You can add an index if you like the original order and put it back in original order at the end.



回答2:

I reached here looking for a solution and managed to tweak it to my requirement. If original order needs to be maintained then don't use setkey. I've added mutually exclusive rows on both tables for a better test.

library(data.table)

testData = data.table(
  city = c("Nu York", "Was DC", "Buston",  "Nu York", "Alabama")
)

If the join by column name in lookup table is same:

replacements = data.table(
  city = c("Buston", "Nu York", "Was DC", "tstDummy"), 
  city_newName = c("Boston", "New York", "Washington DC", "Test Dummy")
)

testData[replacements, city := city_newName, on=.(city)][]

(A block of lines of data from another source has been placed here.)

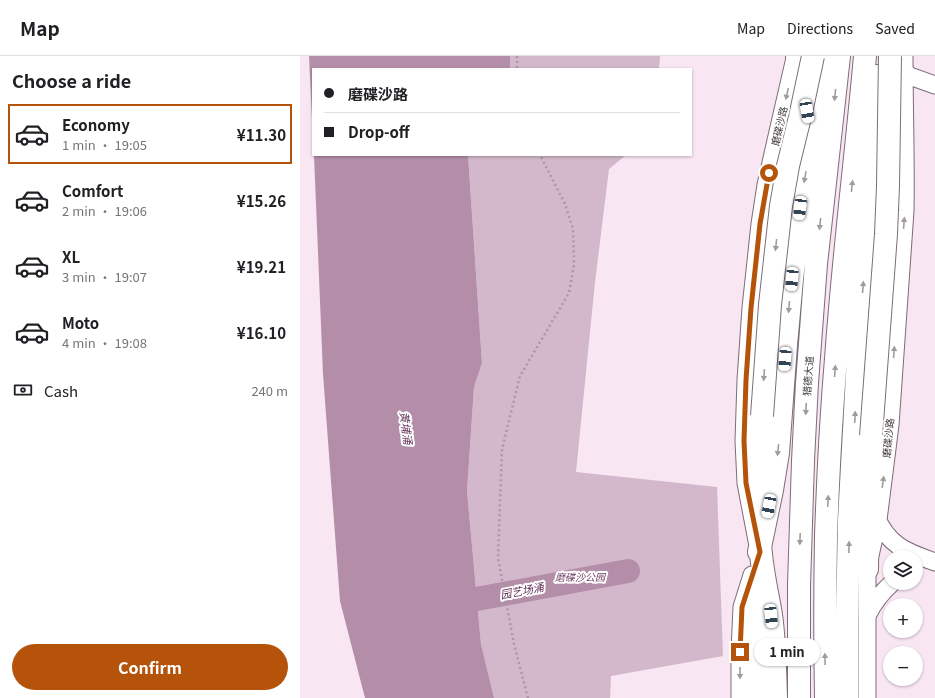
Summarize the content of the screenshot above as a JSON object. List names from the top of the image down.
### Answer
{
  "streets": {
    "highway": ["猎德大道"],
    "street": ["磨碟沙路"]
  },
  "water": ["黄埔涌", "园艺场涌"],
  "parks": ["磨碟沙公园"],
  "page": {
    "header": "Map",
    "nav": ["Map", "Directions", "Saved"],
    "heading": "Choose a ride",
    "banner": ["磨碟沙路", "Drop-off"],
    "list": [
      {
        "name": "Economy",
        "note": "1 min · 19:05",
        "value": "¥11.30"
      },
      {
        "name": "Comfort",
        "note": "2 min · 19:06",
        "value": "¥15.26"
      },
      {
        "name": "XL",
        "note": "3 min · 19:07",
        "value": "¥19.21"
      },
      {
        "name": "Moto",
        "note": "4 min · 19:08",
        "value": "¥16.10"
      }
    ],
    "pay": ["Cash", "240 m"],
    "map_buttons": ["+", "−"],
    "buttons": "Confirm",
    "bubble": "1 min"
  }
}
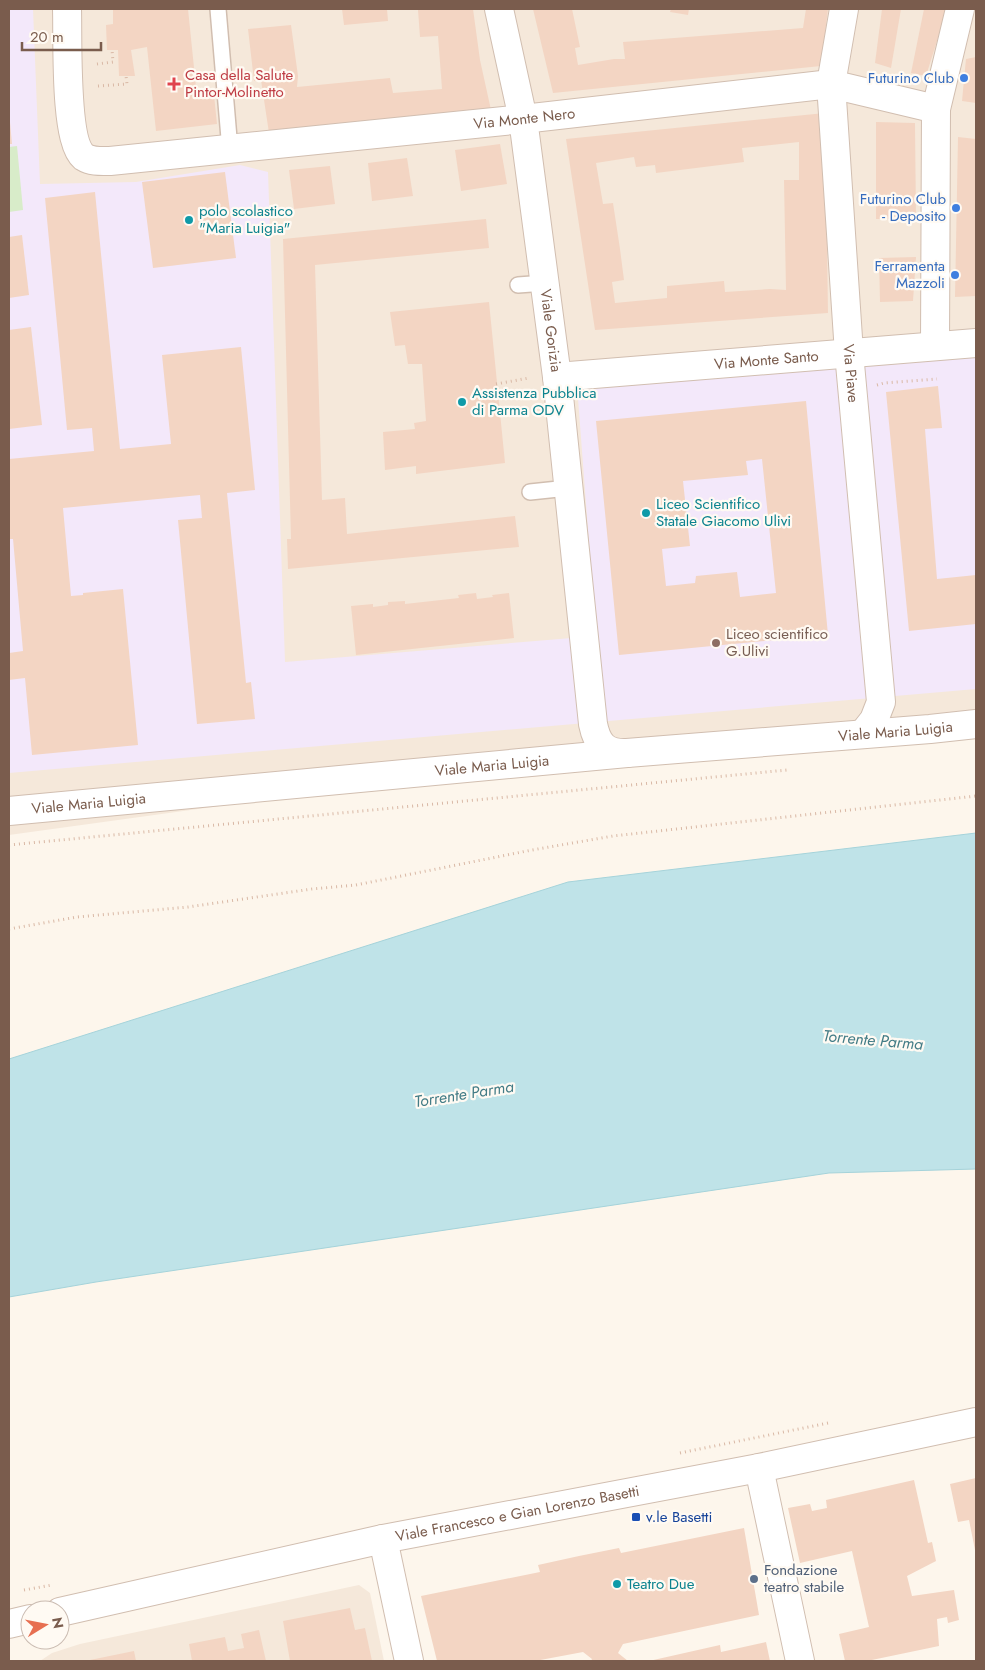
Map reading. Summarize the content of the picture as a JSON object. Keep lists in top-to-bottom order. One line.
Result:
{"streets":{"street":["Via Monte Nero","Viale Gorizia","Via Monte Santo","Via Piave","Viale Maria Luigia","Viale Francesco e Gian Lorenzo Basetti"]},"crossings":[["Via Monte Nero","Viale Gorizia"],["Via Monte Nero","Via Piave"],["Viale Gorizia","Via Monte Santo"],["Viale Gorizia","Viale Maria Luigia"],["Via Monte Santo","Via Piave"],["Via Piave","Viale Maria Luigia"]],"water":["Torrente Parma"],"places":{"other":["Futurino Club","Futurino Club - Deposito","polo scolastico \"Maria Luigia\"","Ferramenta Mazzoli","Assistenza Pubblica di Parma ODV","Liceo Scientifico Statale Giacomo Ulivi","Liceo scientifico G.Ulivi","Fondazione teatro stabile","Teatro Due"],"health":["Casa della Salute Pintor-Molinetto"],"transit":["v.le Basetti"]},"scale_bar":"20 m","north":"right"}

If the join by column name in lookup table is different:

replacements = data.table(
  city_oldName = c("Buston", "Nu York", "Was DC", "tstDummy"), 
  city_newName = c("Boston", "New York", "Washington DC", "Test Dummy")
)

testData[replacements, city := city_newName, on=.(city = city_oldName)][]

Either way, testData will be changed to:

            city
1:      New York
2: Washington DC
3:        Boston
4:      New York
5:       Alabama

No keys are made and original order is retained.